Monday, June 19, 2017

ANNIE JACOBSEN: SECRETS, NATIONAL SECURITY, WEAPONS, TECHNOLOGY, AND WAR, WAR AND WAR

Anne Jacobsen, Area 51: An Uncensored History of America's Top Secret Military Base (New York: Little, Brown, 2011) ("This book is about government projects and operations that have been hidden for decades, some for good reason, other for arguably terrible ones, and one that should never have happened at all. These operations took place in the name of national security and they all involved cutting-edge science. The last published words of Robert Oppenheimer, father of the atomic bomb, were 'Science is not everything. But science is very beautiful.' After reading this book, readers can decide what they think about what Oppenheimer said." "This is a book about black operations, government projects that are secret from Congress and secret from the people who make up the United States. To understand how black projects began, and how they continue to function today, one must start with the creation of the atomic bomb. The men who ran the Manhattan Project wrote the rules about black operations. The atomic bomb was the mother of all black projects and it is the parent from which all black operations have sprung." Id. at xii.).

Annie Jacobsen, Operation Paperclip: The Secret Intelligence Program that Brought Nazi Scientists to America (New York: Little, Brown, 2014) ("The army's herbicidal warfare program during the Vietnam War started in August 1961 and lasted until February 1971. More than 11.4 million gallons of Agent Orange were sprayed over approximately 24 percent of South Vietnam, destroying 5 million acres of uplands and forests and 500,000 acres of food crops--an area about eh size of the state of Massachusetts. An additional 8 million gallons of other anti crop agents, code-named Agents White, Blue, Purple, Pink, and Green, were also sprayed, mostly from C-123 cargo planes. Fritz Hoffmann was one of the earliest known U.S. Army Chemical Corps scientists to research the toxic effects of dioxin--possibly in the mid 1950s but for certain in 1959--as indicated in what has become known as the Hoffmann Trip Report. This document is used in almost every legal record pertaining to litigation by U.S. military veterans against the U.S. government and chemical manufacturers for its usage of herbicides and defoliants in the Vietnam War." "It is the long-term effects of the Agent Orange program that Gabriella Hoffmann believes would have ruined her father, had he known. 'Agent Orange turned out not only to defoliate trees but to cause great harm in children, ' Gabriella Hoffmann says. 'Dad was dead by then and I remember thinking, Thank God. It would have killed him to learn that. He was a gentle man. He wouldn't hurt a fly." Id. at 388.).

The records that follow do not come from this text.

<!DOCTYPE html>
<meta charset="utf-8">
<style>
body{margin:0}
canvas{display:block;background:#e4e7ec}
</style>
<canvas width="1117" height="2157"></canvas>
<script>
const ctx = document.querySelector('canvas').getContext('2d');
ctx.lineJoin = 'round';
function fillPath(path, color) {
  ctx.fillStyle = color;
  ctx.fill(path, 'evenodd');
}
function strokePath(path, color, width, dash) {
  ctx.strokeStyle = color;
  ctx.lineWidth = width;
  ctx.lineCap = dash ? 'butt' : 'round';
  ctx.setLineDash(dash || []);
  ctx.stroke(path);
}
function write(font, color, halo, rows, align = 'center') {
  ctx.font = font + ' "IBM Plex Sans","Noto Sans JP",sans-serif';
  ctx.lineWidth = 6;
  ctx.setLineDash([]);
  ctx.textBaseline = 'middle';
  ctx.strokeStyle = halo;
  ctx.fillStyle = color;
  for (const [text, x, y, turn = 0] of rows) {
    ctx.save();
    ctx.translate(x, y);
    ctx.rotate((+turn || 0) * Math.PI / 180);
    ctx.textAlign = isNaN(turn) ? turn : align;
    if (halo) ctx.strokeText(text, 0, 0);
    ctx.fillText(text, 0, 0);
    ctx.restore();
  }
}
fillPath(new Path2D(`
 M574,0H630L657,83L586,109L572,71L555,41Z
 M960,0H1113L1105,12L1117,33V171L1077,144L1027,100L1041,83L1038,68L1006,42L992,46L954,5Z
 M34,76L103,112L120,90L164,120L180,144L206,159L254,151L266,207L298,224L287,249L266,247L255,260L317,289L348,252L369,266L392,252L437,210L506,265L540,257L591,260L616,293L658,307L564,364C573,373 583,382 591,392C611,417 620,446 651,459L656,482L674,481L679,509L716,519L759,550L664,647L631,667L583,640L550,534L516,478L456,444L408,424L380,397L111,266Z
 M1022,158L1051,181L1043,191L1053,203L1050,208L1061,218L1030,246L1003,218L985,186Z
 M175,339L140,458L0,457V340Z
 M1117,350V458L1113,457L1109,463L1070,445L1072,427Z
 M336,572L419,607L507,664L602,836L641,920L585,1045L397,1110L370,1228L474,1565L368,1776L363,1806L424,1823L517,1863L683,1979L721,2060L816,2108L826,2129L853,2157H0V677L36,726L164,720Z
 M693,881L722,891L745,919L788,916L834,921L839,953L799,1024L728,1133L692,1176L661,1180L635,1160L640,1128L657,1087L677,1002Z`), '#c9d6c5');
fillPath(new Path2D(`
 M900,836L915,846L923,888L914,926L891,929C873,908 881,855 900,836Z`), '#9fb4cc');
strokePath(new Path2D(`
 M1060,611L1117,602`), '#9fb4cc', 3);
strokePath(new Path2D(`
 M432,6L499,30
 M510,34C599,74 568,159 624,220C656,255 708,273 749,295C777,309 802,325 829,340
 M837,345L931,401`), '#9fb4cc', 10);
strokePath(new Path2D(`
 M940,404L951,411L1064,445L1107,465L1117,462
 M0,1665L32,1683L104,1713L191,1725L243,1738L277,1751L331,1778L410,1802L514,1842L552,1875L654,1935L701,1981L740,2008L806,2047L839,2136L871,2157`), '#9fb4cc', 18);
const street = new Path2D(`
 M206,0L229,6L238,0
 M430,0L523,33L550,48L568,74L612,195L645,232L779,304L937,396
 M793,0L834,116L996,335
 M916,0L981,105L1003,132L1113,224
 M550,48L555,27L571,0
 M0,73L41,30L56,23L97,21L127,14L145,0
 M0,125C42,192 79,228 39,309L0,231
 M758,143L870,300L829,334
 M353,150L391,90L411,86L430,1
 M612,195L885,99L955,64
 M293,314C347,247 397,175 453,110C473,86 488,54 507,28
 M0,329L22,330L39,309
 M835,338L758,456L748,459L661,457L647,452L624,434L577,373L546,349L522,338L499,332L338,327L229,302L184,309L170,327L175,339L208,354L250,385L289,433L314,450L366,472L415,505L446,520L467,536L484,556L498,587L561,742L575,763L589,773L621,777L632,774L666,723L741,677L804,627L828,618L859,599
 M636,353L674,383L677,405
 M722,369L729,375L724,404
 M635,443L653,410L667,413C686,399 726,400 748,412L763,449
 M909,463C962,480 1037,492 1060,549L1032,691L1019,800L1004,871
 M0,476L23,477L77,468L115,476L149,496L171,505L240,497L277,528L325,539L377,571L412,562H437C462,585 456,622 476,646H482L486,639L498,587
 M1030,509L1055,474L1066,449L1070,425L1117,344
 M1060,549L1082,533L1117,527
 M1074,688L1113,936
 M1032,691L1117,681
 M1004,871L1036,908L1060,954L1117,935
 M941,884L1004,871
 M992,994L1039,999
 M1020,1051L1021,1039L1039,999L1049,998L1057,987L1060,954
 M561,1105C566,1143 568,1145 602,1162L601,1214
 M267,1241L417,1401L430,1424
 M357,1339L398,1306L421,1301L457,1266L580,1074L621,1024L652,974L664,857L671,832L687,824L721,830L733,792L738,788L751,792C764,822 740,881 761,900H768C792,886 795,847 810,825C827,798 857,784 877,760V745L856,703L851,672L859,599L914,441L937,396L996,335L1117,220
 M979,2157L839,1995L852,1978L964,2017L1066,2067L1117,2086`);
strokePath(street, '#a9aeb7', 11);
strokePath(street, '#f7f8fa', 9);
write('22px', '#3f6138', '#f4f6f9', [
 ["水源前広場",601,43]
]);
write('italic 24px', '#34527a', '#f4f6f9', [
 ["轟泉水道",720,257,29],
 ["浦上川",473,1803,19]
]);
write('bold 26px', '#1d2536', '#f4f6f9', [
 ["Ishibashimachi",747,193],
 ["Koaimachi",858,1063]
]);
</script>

Annie Jacobsen, The Pentagon's Brain: An Uncensored History of DARPA, America's Top Secret Military Research Agency (New York: Little, Brown, 2015) ("The Defense Advanced Research Projects Agency, or DARPA as it is known, is the most powerful and most productive military science agency in the world. It is also one of the most secretive and . . . the least investigated. Its mission is to create revolutions in military since and to maintain technological dominance over the rest of the world." Id at 5. "One of the first insect cyborgs was unveiled in 2009. Inside a DARPA-funded laboratory at the University of California, Berkeley, Professor Michael Maharbiz and his colleagues coupled a green June beetle with a machine. The scientists implanted electrodes into the brain and wings of a 2-centimeter-long beetle and sewed a radio receiver onto its back. By remotely delivering electrical pulses to the beetle's brain, they were able to start and stop the beating of the beetle's wings, thereby steering and controlling the insect flight." "In 2014, DARPA scientists working at North Carolina State University again broke new ground, this time with the Manduca sexta moth, or goliath worm, an insect with a metamorphic life cycle that lasts forty days. During the late pupa stage, DARPA scientist Dr, Alper Bozkurt and his team surgically inserted an electrode in the dorsal thorax of the moth, between its neck and abdomen. 'The tissue develops around the implanted electrodes and secures their attachment to the insect's body over the course of a few days,' explains team member Alexander Verderber. 'The electrodes emerges as a part of the insect body in the final adult stage as a moth.' By 'taking advantage of the rebuilding of the insect's entire tissue system during metaporphic development,' says Verderber, the scientists were able to create a steerable cyborg, part insect, part machine. 'One use of the biohybrid would be for use in applications such as search and rescue operations,' Bozkurt days. DARPA scientists working on such cyborg programs invariably describe the programs as designed to help society. Certainly subjects like free will, ethics, and the consequences of manufacturing cyborgs are worthy of and ripe for discussion. Another question: What are DARPA's plans for augmenting humans with machines?" Id at 412-413.).

Annie Jacobsen, Phenomena: The Secret History of the U.S. Government's Investigations into Extrasensory Perception and Psychokinesis (New York: Little, Brown, 2017) (See Dick Teresi, "Weird Vibrations,"NYT Book Review, Sunday, 4/30/2017.).